I think it’s safe to assume that even after you figure out and fix what is going on, you will have to deal with bad results in real-world situations. Hopefully these bad results are spurious errors and don’t persist over many frames. When you get to this point you’ll need to detect/filter those errors out somehow. There are some quick-and-dirty ways you might approach that problem, but I suggest you look into the Kalman filter.

Best of luck.

Hi Steve, first I want to thank you for your help. You have been clear, patient, and pedagogic.

I have processed a new video (changing platform as now the forum seems to not accept links to GDrive any longer): results

In this one, I use only the best 100 matches (ranked by their distance) and I connect only those keypoints with a distance above 2 standard deviations from average. Most of the time I have well distributed and matched features.

I noticed that the problem may start with estimating the essential matrix E actually. I estimate the essential matrix with RANSAC and the default parameters (changing those does not have a significant effect). In the video, the matrix on top is R, the one at the bottom is E. Both keep changing at every frame.

I am definitely confused. I thought the camera pose estimate would be easy in this quasi-static conditions. Do you know an alternative method to estimate the camera pose by any chance?

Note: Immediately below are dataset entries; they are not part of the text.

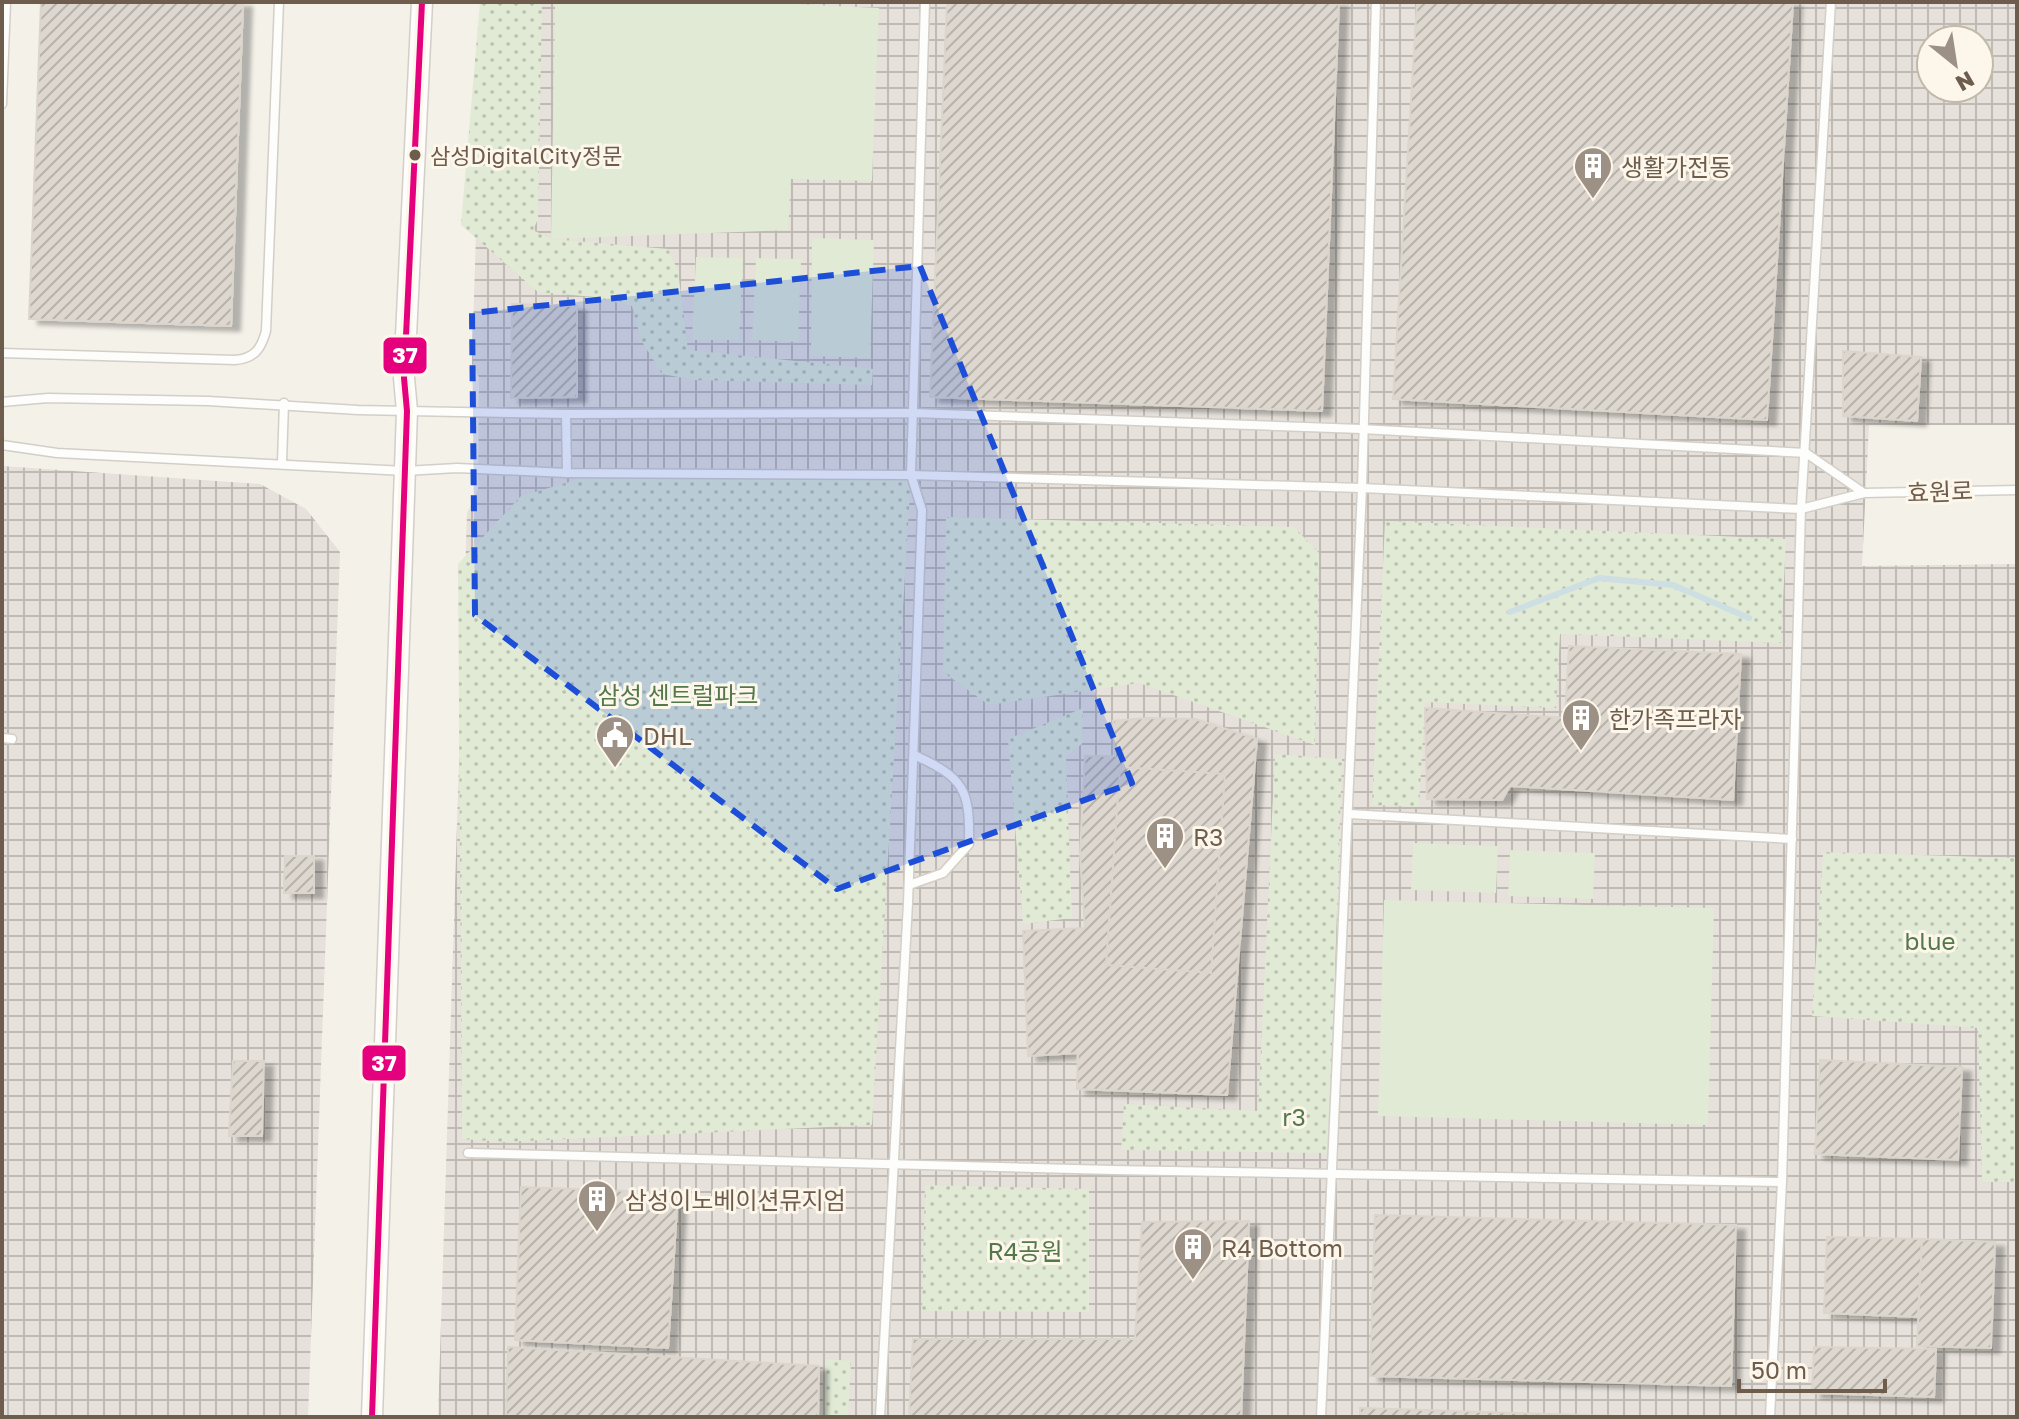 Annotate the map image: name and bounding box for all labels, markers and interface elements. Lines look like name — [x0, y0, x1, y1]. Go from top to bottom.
north arrow — [1915, 24, 1995, 104]
text: N — [1951, 66, 1979, 98]
place label: 삼성DigitalCity정문 — [430, 142, 622, 169]
building icon: 생활가전동 — [1572, 145, 1614, 200]
marker: 삼성DigitalCity정문 — [407, 147, 423, 163]
place label: 생활가전동 — [1621, 152, 1731, 181]
line badge: 37 — [382, 336, 428, 375]
text: 37 — [392, 341, 418, 368]
street label: 효원로 — [1906, 475, 1974, 507]
park label: 삼성 센트럴파크 — [598, 680, 758, 709]
building icon: 한가족프라자 — [1560, 697, 1602, 752]
place label: 한가족프라자 — [1609, 704, 1741, 733]
public building icon: DHL — [594, 714, 636, 769]
place label: DHL — [643, 721, 692, 750]
building icon: R3 — [1144, 815, 1186, 870]
place label: R3 — [1193, 822, 1223, 851]
park label: blue — [1905, 926, 1955, 955]
line badge: 37 — [361, 1044, 407, 1082]
text: 37 — [371, 1049, 397, 1076]
park label: r3 — [1282, 1102, 1306, 1131]
building icon: 삼성이노베이션뮤지엄 — [576, 1178, 618, 1233]
place label: 삼성이노베이션뮤지엄 — [625, 1185, 846, 1214]
building icon: R4 Bottom — [1172, 1226, 1214, 1281]
place label: R4 Bottom — [1221, 1233, 1343, 1262]
park label: R4공원 — [987, 1236, 1063, 1265]
scale bar — [1739, 1343, 1885, 1393]
text: 50 m — [1751, 1355, 1807, 1384] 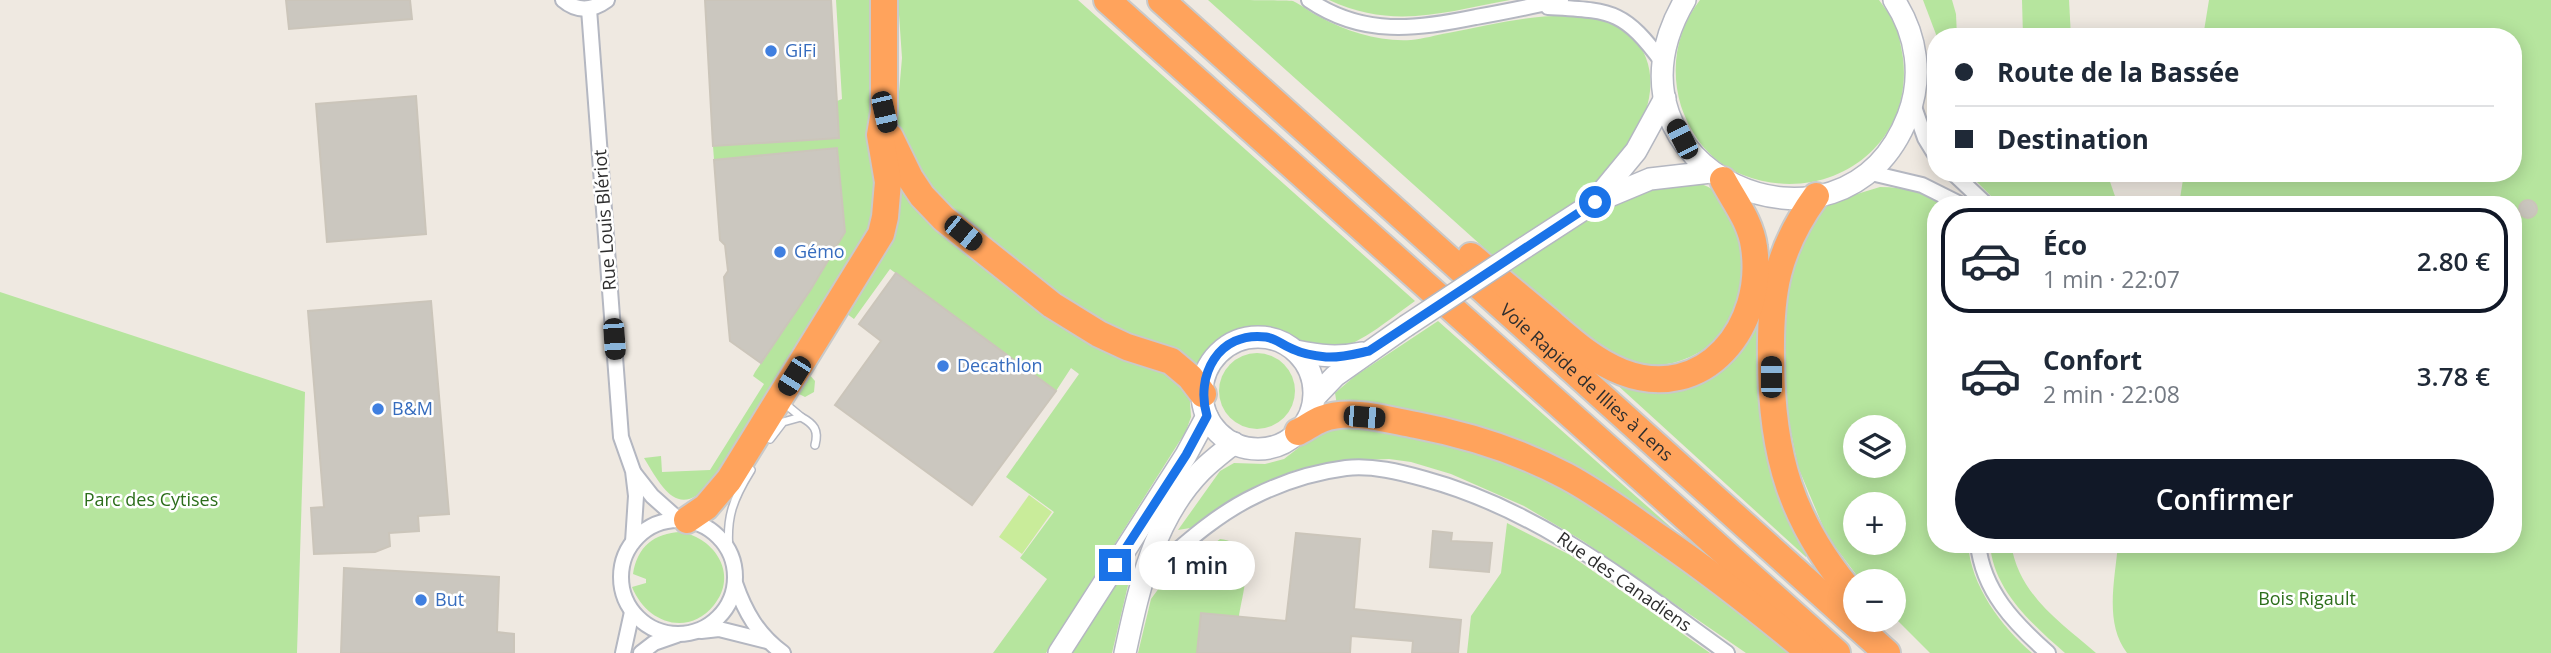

I briefly reviewed the section 9.6.2 Extraction of cameras from the essential matrix from Multiple View Geometry by Hartley / Zisserman. I was reminded that:

For a given essential matrix E…and first camera matrix P=[I | 0], there are four possible choices for the second camera matrix P’

Two solutions are simply the translation vector being negated, the other two are by a 180 degree rotation about the line joining the two camera centers.

I don’t know how OpenCV handles this ambiguity in the recoverPose() call, or whether this could be the source of your error, but it definitely raises some questions. I have to wonder if the whole approach is flawed, at least with two nearly identical images. No rotation or translation between the two cameras - is this a degenerate / unstable case?

I’m truly getting out of my depth here, and certainly there are others on the forum with a better understanding than I have. Maybe they will jump in to help.

A few thoughts:

  1. Have you undistorted the image points prior to calling findEssentialMatrix()? If not, try that.
  2. Have you tried to use an image pair that is not identical, but instead has movement between them? Say a simple translation, or rotation. Maybe take a sequence of images from one pose, and then move the camera and take a second sequence. Randomly pick an image from the first sequence and pair it with a random image from the second sequence. Are your results more stable?
  3. You ask if I know of other ways to recover the pose. I do, but I’m not sure they are what you are looking for. I am assuming you are only looking for camera motion in a relative sense - how does the camera pose in frame n compare to the camera pose in frame m. Most of the work I do involves calibrating the pose in an absolute sense - where is the camera in some reference frame that I care about. This takes 3D ground truth points and corresponding image points from the camera you are working with.

To summarize:
Make sure you are using undistorted image points. Try to understand the 4 solution ambiguity and whether it is contributing to your problem. Try to run your algorithm with images from two different views to avoid the possibility of a degenerate / unstable case. Maybe try a scene with more depth variation. Consider buying the book referenced above - if you read and understand everything in chapter 9, I’ll be asking you questions.